Por Andrezza Paulo, Samara Oliveira e Ana Paula Lisboa

A escolha do ministério do terceiro mandato de Luís Inácio Lula da Silva como presidente, foi acompanhada atentamente pelo país inteiro. Depois de quatro anos marcados por políticas públicas equivocadas, aparelhamento dos ministérios e trocas constantes de ministros, os titulares das pastas foram submetidos a  intensa avaliação popular e responsáveis pelo suspiro de alívio coletivo, quando seus nomes foram anunciados.

O Executivo conta com 11 mulheres, o maior contingente desde o mandato da ex-presidente Dilma Roussef (nove ministras); além de ter, à frente das pastas, dez dirigentes autodeclarados negros e dois indígenas.

O governo de Jair Bolsonaro teve 23 ministérios, o menor número em 20 anos; o do presidente Lula são 37. Novos ministérios, porém, não significam necessariamente mais custos.

Eficiência, não custos

Segundo a professora e pesquisadora em administração pública e governo da Fundação Getulio Vargas (FGV) Gabriela Spanghero Lottas, em entrevista ao site alemão Deutsch Welle (DW), a distribuição de cargos é central para conseguir apoio no Congresso e aumentar a base partidária através da cessão de cargos para a construção de alianças. 

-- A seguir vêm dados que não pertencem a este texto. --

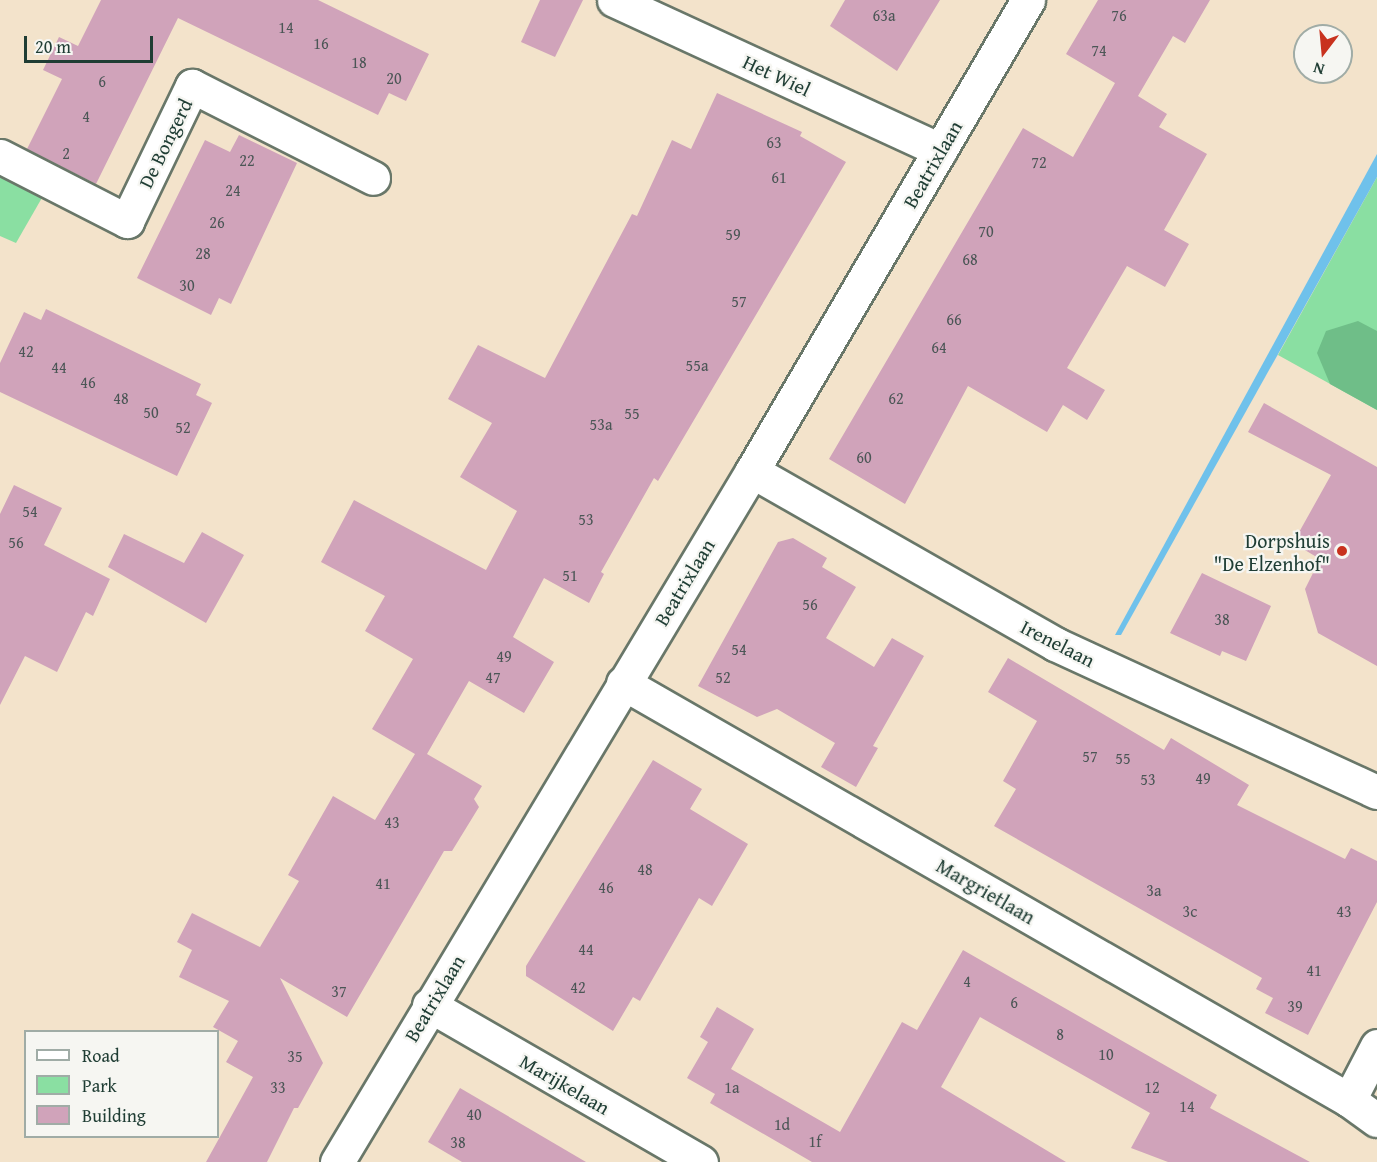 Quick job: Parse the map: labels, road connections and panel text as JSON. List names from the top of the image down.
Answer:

“Lula fez uma composição ministerial que permite a ele tanto garantir maior governabilidade quanto priorizar temas e públicos que o elegeram. Isso explica, em parte, o aumento no número de ministérios. Mas isso não gerará automaticamente aumento de gastos; tudo depende da coordenação e da  eficiência”, diz a pesquisadora.

O Maré de Notícias destaca quatro perfis dentro os novos ministros, alguns bastante conhecidos dos mareenses.

UMA MÉDICA PRÓ-VACINA COMO MINISTRA DA SAÚDE

Nísia Trindade é doutora em sociologia e foi como presidente da Fundação Oswaldo Cruz (Fiocruz), de 2017 a 2022, que ganhou destaque nacional. 

Foi da Fiocruz que ela liderou os esforços no enfrentamento da covid-19 no país, e isso inclui a criação de um novo Centro Hospitalar no campus de Manguinhos; do manual de biossegurança em escolas; do Observatório Covid-19 para pesquisas e análise de dados; entre outras iniciativas. 

A nova ministra da Saúde esteve à frente do acordo entre o Ministério da Saúde, a Universidade de Oxford, a farmacêutica AstraZeneca e laboratórios para a produção de doses de vacina. Nísia coordenou a ação inédita de vacinação em massa contra a covid-19 nas 16 favelas do conjunto de favelas da Maré, em parceria com a secretaria municipal de Saúde e a Redes da Maré. A campanha imunizou cerca de 36 mil moradores com mais de 18 anos com a primeira dose da vacina, em apenas quatro dias.

UMA INDÍGENA NO MINISTÉRIO DOS POVOS ORIGINÁRIOS

Segundo a Organização das Nações Unidas (ONU), os chamados povos originários ou indígenas representam 5% da população mundial e são responsáveis pela preservação de 80% da biodiversidade do planeta.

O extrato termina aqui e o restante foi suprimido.